O teste de falseabilidade. Você consegue imaginar uma implementação quebrada plausível que satisfaça a relation? Se você conseguir esboçar uma em trinta segundos, a relation é muito fraca. Uma boa relation deve parecer uma restrição apertada, não uma sugestão vaga.
Aqui está como isso se parece em código para a função de média:
import random
def mean(values):
return sum(values) / len(values)
def test_translation_invariance():
values = [random.uniform(-100, 100) for _ in range(20)]
c = 5.5
shifted = [x + c for x in values]
assert mean(shifted) == mean(values) + c
def test_scaling():
values = [random.uniform(-50, 50) for _ in range(20)]
k = 3.0
scaled = [x * k for x in values]
assert mean(scaled) == mean(values) * k
Agora introduza o bug off-by-one. Mude len(values) para len(values) - 1. Execute ambos os testes. A invariância de translação falha imediatamente. O escalonamento falha imediatamente. A limitação provavelmente passaria.
Essa é a diferença entre uma relation que merece seu lugar na sua suite e uma que está apenas ocupando linhas.

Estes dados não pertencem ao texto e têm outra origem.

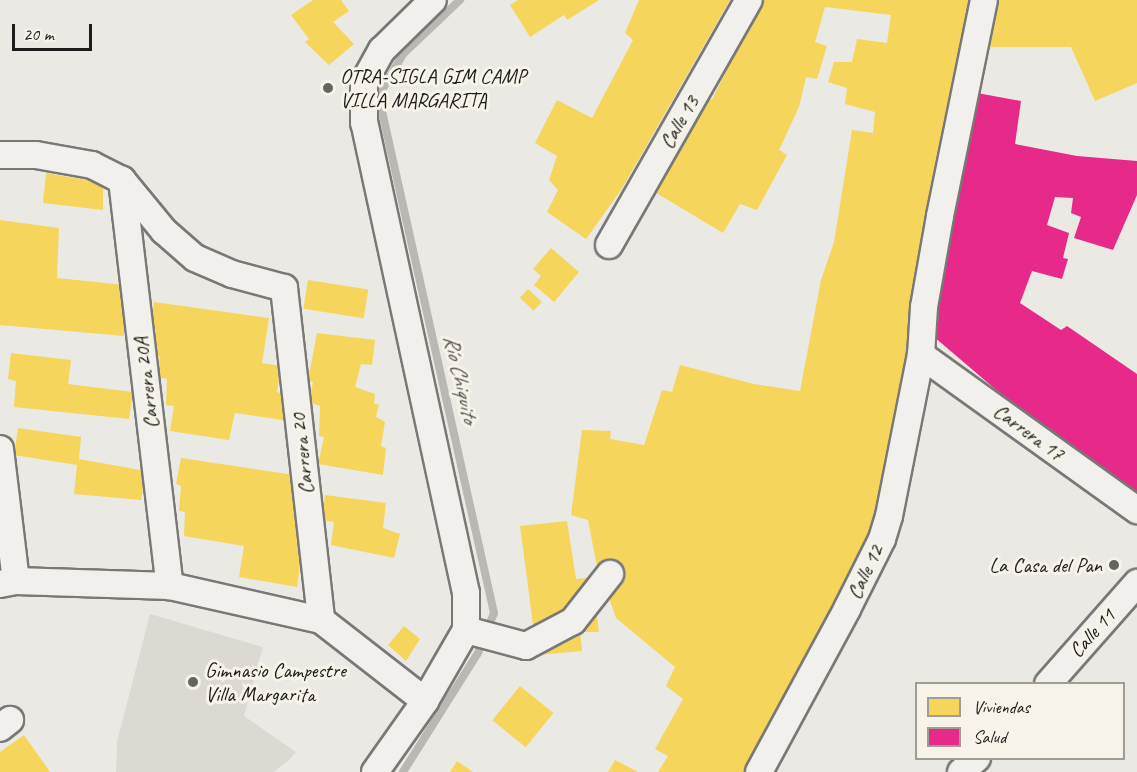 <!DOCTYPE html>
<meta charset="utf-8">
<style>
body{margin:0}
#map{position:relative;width:1137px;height:772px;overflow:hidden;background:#eae9e4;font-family:Caveat,sans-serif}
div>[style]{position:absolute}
.built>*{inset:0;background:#dbd9d2}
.homes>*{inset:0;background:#f6d55c;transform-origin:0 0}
.health>*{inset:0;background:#e7298a}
.stream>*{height:8px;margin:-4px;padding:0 4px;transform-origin:4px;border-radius:4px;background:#bab8b2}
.roads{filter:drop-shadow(2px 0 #797876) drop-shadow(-2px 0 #797876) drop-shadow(0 2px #797876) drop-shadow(0 -2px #797876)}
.minor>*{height:26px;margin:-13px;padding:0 13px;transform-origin:13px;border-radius:13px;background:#f1f0ec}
.dots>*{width:16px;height:16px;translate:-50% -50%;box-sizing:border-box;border:3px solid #f7f3e8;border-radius:50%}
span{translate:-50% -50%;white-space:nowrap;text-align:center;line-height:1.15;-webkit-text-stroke:6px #f7f3e8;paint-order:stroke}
.poi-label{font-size:21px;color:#1c1c1c}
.left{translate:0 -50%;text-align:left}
.right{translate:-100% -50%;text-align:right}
.street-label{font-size:21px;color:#1c1c1c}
.water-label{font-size:22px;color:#535250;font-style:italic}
.legend{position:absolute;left:915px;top:682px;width:210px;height:78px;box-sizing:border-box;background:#f7f3e8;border:2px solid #9f9d96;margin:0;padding:8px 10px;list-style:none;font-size:18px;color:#1c1c1c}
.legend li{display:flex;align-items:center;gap:12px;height:30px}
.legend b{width:30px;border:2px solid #9f9d96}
.scale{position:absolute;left:12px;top:24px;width:80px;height:27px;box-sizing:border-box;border:3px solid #1c1c1c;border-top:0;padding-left:8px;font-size:18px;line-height:21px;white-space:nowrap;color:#1c1c1c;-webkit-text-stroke:4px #f7f3e8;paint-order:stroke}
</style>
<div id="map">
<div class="built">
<div style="clip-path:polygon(150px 614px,263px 647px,244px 716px,296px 752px,288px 761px,273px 772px,116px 772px,117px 742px)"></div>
</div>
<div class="homes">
<div style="clip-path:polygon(313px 0,341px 0,349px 11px,333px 22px,354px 44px,329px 65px,305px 42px,309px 39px,291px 15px)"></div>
<div style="clip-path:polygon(518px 0,599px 0,567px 20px,564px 15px,530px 37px,510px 5px)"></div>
<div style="clip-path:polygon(639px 0,730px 0,621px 190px,586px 239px,547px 212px,558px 190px,549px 180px,557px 156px,535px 143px,557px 100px,592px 118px,633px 40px,625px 33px)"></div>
<div style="clip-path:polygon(761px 0,972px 0,950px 100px,920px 262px,892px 449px,874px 530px,746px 772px,658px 772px,668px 756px,655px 749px,683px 699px,666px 686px,675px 667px,616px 618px,607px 592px,594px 594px,599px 632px,580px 632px,582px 651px,537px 655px,520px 526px,567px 521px,576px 579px,599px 577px,588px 520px,571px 515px,582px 430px,611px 431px,610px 439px,644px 445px,662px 390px,672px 392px,680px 365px,754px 384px,800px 391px,821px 280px,834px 242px,852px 130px,873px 133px,875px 112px,845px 104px,847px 88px,828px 82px,834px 62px,852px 62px,857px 39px,887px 43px,891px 15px,825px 7px,815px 42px,827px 46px,817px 79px,806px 77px,799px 107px,779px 150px,787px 155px,757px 210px,740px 204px,723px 233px,653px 191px,707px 97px,712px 100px)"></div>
<div style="clip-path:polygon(998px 0,1137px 0,1137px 83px,1095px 101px,1071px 47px,989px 47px)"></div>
<div style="clip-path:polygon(46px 173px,103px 183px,103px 210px,43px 203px)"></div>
<div style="clip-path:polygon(0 220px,59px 228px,57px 278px,124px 285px,124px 336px,0 325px)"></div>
<div style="clip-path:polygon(551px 248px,579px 272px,554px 302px,534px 285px,541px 276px,533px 269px)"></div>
<div style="left:308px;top:280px;width:61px;height:29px;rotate:9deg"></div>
<div style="left:528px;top:289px;width:19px;height:12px;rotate:43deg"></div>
<div style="clip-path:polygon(154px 302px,269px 318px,262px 363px,281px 366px,277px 392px,288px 396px,283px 420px,235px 413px,229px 440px,170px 431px,174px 406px,166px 405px,167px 379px,158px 377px,160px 357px,152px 355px,156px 330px,151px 329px)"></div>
<div style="clip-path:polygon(317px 333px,375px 340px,372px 365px,361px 364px,355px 387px,375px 394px,374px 404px,379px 404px,376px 417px,385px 422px,381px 446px,386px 448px,383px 475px,318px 464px,324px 437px,319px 436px,320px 406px,309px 402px,313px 382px,308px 381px)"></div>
<div style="clip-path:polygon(11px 353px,71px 360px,68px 384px,133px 392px,129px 419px,14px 407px,16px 381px,8px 379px)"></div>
<div style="clip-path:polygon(18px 428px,81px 437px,79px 459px,146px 471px,141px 500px,74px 494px,77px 465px,14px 455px)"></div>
<div style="clip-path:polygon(181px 458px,294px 475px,301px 558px,297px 587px,239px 577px,244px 546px,184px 536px,185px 512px,179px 511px,181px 486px,176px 484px)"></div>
<div style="clip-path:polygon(325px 495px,386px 503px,383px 528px,400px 534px,394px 558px,331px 545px,334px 522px,322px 520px)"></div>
<div style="clip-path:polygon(404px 626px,420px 639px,406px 661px,388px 645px)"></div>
<div style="left:520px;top:686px;width:43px;height:44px;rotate:39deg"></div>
<div style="clip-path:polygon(24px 735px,50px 772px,0 772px,0 752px)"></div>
<div style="clip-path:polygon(615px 760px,638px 772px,608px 772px)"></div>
<div style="clip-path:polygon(457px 761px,473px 772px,450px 772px)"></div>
</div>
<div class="health">
<div style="clip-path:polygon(977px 93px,1021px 101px,1015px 144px,1077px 156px,1137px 161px,1137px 195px,1113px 250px,1074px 238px,1081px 217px,1071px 213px,1073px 198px,1055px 197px,1047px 225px,1069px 233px,1063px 258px,1068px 259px,1062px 279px,1032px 271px,1020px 303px,1061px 330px,1067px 326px,1137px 374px,1137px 495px,1015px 406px,933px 336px)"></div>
</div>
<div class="stream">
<div style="left:403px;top:772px;width:141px;rotate:-57.8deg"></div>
<div style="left:478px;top:653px;width:43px;rotate:-68.2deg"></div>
<div style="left:494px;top:613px;width:514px;rotate:-102.58deg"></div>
<div style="left:382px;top:111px;width:19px;rotate:-93deg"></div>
<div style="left:381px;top:92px;width:44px;rotate:-59.9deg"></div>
<div style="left:403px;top:54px;width:79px;rotate:-43.5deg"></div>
</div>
<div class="roads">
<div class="minor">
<div style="left:0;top:155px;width:36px"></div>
<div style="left:36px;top:155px;width:57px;rotate:10.1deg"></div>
<div style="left:92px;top:165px;width:34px;rotate:27deg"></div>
<div style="left:122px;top:180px;width:66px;rotate:50.5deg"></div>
<div style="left:164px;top:231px;width:41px;rotate:41.1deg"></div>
<div style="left:195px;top:258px;width:40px;rotate:23.4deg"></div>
<div style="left:232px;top:274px;width:54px;rotate:15.1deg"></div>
<div style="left:284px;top:288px;width:334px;rotate:83.6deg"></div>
<div style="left:122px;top:180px;width:409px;rotate:83.3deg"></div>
<div style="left:609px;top:245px;width:282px;rotate:-60.3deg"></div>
<div style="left:921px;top:355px;width:266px;rotate:35.7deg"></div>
<div style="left:0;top:449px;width:133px;rotate:83.1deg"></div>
<div style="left:0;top:584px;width:16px;rotate:-11deg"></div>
<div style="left:16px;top:581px;width:154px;rotate:1.9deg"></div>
<div style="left:170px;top:586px;width:155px;rotate:12.7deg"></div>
<div style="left:321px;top:620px;width:132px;rotate:37.9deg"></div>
<div style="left:466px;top:630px;width:62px;rotate:14.9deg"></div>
<div style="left:526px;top:646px;width:53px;rotate:-28deg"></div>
<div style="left:573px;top:621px;width:60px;rotate:-51.8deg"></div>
<div style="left:1048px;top:684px;width:135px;rotate:-48.6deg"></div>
<div style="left:0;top:728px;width:13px;rotate:-39deg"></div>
<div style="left:375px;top:772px;width:87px;rotate:-54.8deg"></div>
<div style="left:425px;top:701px;width:82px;rotate:-60deg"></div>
<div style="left:466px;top:630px;width:37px;rotate:-90deg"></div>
<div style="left:466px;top:593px;width:481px;rotate:-102.2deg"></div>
<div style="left:364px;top:123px;width:41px;rotate:-90deg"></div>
<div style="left:364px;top:82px;width:37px;rotate:-61deg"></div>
<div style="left:382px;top:50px;width:71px;rotate:-44.4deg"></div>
<div style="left:759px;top:772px;width:185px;rotate:-61.6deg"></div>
<div style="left:847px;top:609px;width:78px;rotate:-63.4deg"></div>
<div style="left:882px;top:539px;width:24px;rotate:-73deg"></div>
<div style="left:889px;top:516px;width:164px;rotate:-78.8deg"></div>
<div style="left:921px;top:355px;width:48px;rotate:-86.4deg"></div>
<div style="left:924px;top:307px;width:92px;rotate:-80deg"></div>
<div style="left:940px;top:216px;width:220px;rotate:-78.5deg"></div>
<div style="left:961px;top:772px;width:21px;rotate:-41deg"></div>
</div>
</div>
<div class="dots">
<div style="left:328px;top:88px;background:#646462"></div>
<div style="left:1114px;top:565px;background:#646462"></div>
<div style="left:193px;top:682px;background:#646462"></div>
</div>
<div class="poi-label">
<span class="left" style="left:340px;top:88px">OTRA-SIGLA GIM CAMP<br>VILLA MARGARITA</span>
<span class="right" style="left:1102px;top:565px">La Casa del Pan</span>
<span class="left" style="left:205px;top:682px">Gimnasio Campestre<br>Villa Margarita</span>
</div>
<div class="street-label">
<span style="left:679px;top:122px;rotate:-60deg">Calle 13</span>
<span style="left:146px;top:383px;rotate:-97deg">Carrera 20A</span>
<span style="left:1029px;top:432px;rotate:36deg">Carrera 17</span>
<span style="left:302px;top:454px;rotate:-96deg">Carrera 20</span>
<span style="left:865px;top:572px;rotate:-64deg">Calle 12</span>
<span style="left:1092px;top:633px;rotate:-48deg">Calle 11</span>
</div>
<div class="water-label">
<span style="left:460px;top:379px;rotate:77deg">Río Chiquito</span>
</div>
<ul class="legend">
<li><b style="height:16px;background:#f6d55c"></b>Viviendas</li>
<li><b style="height:16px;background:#e7298a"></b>Salud</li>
</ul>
<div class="scale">20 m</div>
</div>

Comece com classes de falha, não propriedades
O erro que a maioria das equipes comete é fazer brainstorm de propriedades primeiro. Elas perguntam: “Quais invariants essa função tem?” Isso produz relations fracas, porque invariants são fáceis de enunciar e difíceis de violar.
Em vez disso, comece com classes de falha. Pergunte: “Quais bugs um programador cansado escreveria nessa função?” Depois encontre relations que capturem esses bugs.
Para uma função de distância geométrica, os bugs prováveis são erros de sinal, confusões de unidade e incompatibilidades de dimensão. Uma relation que verifica se a distância é não negativa captura erros de sinal. Uma relation que verifica escalonamento sob transformações de coordenadas captura confusões de unidade. Uma relation que verifica a desigualdade triangular captura absurdo de dimensão.
Se você não consegue nomear o bug que uma relation captura, você não precisa dessa relation.
Relations são um recurso escasso. Gaste-as com sabedoria.
O metamorphic testing não é sobre metrics de cobertura. É sobre confiança. Uma relation forte que captura bugs reais vale mais do que vinte relations fracas que passam para código quebrado.
Audite seus metamorphic tests existentes. Introduza um bug. Veja o que falha. Delete o que não falha. Depois adicione uma relation para cada classe de falha sobre a qual você realmente está preocupado. Essa é uma test suite que vale seu custo.